Look for the word "name" in the entries and copy each line where it appears.

━━━━━━━━

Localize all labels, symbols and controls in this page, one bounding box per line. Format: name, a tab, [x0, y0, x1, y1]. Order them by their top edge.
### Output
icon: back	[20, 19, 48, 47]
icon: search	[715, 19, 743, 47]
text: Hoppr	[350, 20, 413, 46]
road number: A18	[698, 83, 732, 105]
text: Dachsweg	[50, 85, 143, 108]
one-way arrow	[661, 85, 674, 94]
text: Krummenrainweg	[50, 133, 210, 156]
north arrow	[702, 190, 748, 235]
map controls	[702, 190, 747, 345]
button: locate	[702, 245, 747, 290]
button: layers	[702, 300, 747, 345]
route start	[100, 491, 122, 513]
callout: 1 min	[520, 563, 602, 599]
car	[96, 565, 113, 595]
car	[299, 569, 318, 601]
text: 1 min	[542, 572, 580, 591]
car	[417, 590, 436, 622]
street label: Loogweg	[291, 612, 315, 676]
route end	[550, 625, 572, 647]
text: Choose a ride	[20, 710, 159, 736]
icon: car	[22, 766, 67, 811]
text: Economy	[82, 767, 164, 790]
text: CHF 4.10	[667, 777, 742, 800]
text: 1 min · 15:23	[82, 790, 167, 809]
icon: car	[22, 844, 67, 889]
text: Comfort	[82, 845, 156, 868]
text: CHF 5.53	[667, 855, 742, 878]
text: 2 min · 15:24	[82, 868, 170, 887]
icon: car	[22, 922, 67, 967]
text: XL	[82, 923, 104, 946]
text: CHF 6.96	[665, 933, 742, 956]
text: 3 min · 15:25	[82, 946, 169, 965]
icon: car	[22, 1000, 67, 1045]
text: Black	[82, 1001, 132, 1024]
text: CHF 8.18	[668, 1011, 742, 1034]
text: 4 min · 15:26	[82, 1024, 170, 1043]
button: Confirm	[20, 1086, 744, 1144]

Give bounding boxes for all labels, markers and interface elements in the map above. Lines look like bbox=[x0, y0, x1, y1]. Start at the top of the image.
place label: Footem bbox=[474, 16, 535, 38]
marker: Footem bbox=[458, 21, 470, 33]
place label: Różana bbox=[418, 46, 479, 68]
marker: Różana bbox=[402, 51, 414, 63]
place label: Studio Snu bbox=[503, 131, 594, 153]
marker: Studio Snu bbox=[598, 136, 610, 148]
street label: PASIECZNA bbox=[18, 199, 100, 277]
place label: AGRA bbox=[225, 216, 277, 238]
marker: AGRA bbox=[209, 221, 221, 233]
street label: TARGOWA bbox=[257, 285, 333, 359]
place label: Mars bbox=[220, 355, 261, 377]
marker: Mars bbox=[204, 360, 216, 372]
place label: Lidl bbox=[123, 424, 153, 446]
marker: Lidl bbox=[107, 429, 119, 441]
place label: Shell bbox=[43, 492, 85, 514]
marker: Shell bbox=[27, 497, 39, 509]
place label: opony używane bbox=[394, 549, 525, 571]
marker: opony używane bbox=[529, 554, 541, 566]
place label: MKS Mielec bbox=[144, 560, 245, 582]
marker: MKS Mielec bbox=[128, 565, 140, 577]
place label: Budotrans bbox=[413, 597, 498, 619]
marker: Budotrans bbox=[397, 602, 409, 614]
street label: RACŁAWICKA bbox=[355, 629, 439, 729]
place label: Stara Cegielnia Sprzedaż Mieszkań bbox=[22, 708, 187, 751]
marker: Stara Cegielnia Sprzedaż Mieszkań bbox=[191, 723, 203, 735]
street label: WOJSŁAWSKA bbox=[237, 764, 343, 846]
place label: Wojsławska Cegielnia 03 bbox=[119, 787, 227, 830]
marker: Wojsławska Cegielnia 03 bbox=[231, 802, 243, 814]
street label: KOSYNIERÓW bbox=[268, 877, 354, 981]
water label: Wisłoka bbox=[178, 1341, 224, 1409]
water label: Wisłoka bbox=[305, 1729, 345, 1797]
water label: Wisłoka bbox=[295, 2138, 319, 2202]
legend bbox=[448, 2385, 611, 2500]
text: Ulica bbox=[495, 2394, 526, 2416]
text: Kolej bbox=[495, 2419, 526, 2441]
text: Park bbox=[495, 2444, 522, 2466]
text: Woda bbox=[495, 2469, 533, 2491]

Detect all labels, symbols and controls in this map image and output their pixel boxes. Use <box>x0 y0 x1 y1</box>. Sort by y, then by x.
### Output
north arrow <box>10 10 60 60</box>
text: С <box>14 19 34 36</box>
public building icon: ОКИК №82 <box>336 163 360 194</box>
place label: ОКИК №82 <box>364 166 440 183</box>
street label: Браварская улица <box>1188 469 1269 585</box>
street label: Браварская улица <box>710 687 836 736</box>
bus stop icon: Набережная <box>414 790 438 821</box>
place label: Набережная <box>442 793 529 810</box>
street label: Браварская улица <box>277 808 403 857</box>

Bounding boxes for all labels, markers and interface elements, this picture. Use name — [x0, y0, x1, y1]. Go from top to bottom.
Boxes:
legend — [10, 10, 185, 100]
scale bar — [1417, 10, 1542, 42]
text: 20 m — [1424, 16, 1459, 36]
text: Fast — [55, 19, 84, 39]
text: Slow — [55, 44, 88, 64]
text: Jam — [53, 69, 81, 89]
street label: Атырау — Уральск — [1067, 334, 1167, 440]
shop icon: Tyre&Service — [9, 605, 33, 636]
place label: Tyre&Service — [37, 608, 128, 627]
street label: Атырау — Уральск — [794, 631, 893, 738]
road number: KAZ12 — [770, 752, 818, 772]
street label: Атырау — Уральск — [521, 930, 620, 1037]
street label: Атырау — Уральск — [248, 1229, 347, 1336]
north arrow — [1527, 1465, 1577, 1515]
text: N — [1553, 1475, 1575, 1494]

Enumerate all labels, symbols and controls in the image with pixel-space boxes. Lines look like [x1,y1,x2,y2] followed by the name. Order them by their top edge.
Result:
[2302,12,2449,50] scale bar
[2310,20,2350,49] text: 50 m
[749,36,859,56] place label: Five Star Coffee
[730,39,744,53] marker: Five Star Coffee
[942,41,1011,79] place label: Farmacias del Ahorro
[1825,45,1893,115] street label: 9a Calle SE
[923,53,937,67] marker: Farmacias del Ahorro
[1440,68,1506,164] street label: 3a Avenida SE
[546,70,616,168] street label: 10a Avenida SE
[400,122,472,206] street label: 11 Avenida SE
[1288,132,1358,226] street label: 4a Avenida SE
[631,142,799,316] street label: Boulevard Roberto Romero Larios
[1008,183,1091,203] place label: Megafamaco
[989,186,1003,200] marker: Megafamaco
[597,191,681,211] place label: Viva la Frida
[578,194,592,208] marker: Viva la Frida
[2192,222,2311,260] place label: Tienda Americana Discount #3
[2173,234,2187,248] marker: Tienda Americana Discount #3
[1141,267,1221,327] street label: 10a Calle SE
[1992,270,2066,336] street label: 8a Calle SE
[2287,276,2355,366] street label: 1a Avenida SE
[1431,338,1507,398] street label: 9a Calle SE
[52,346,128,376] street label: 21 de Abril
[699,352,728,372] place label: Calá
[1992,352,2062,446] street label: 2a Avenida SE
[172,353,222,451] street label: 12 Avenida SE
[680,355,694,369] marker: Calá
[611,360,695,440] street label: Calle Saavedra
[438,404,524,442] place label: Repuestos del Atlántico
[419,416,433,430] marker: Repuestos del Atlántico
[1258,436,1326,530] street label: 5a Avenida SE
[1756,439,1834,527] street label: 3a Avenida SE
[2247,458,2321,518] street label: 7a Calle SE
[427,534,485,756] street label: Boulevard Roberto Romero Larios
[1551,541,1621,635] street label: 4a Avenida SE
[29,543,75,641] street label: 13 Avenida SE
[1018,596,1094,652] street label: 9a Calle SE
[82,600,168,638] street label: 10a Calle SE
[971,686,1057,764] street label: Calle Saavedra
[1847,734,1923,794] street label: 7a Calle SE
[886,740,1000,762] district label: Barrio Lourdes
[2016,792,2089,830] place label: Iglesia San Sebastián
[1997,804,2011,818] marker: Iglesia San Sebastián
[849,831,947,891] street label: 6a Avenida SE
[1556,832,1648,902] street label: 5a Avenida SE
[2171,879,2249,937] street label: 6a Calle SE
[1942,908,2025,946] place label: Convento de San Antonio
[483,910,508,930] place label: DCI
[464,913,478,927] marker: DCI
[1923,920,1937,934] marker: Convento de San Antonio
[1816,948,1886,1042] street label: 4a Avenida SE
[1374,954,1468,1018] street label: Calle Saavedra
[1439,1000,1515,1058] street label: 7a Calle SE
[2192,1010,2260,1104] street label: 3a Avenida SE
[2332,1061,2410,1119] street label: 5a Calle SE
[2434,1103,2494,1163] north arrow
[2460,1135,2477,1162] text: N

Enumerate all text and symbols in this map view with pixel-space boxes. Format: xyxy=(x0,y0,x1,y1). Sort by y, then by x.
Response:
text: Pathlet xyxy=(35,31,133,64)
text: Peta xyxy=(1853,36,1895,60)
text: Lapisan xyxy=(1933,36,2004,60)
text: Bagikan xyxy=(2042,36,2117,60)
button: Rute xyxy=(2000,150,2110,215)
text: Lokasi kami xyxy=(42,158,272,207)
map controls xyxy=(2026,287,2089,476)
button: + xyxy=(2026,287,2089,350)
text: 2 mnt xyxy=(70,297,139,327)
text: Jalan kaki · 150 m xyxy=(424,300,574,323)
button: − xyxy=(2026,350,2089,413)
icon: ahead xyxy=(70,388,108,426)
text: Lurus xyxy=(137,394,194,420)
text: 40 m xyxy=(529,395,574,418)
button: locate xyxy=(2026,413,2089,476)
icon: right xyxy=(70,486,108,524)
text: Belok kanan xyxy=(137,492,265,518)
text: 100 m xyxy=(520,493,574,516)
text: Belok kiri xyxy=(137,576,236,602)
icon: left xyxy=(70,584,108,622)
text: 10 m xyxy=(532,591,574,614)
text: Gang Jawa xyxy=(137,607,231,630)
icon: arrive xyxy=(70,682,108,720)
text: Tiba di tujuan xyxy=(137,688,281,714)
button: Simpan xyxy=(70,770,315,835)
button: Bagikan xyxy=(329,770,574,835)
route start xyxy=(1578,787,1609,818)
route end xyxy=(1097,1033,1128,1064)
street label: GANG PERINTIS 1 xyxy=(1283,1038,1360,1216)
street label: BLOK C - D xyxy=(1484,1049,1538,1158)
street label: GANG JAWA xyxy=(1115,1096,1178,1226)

━━━━━━━━

# RESPONSE BOX
Localize all labels, symbols and controls in this page, one bounding box per line. Format: name, a tab, [x0, y0, x1, y1]. Order them by their top edge.
Bounding boxes for all labels, markers and interface elements, this picture. Use name — [x0, y0, x1, y1]. Go from top to bottom.
Enumerate all labels, symbols and controls in the image with pixel-space boxes. Lines look like [x1,y1,x2,y2] followed by the name. Order them by their top edge.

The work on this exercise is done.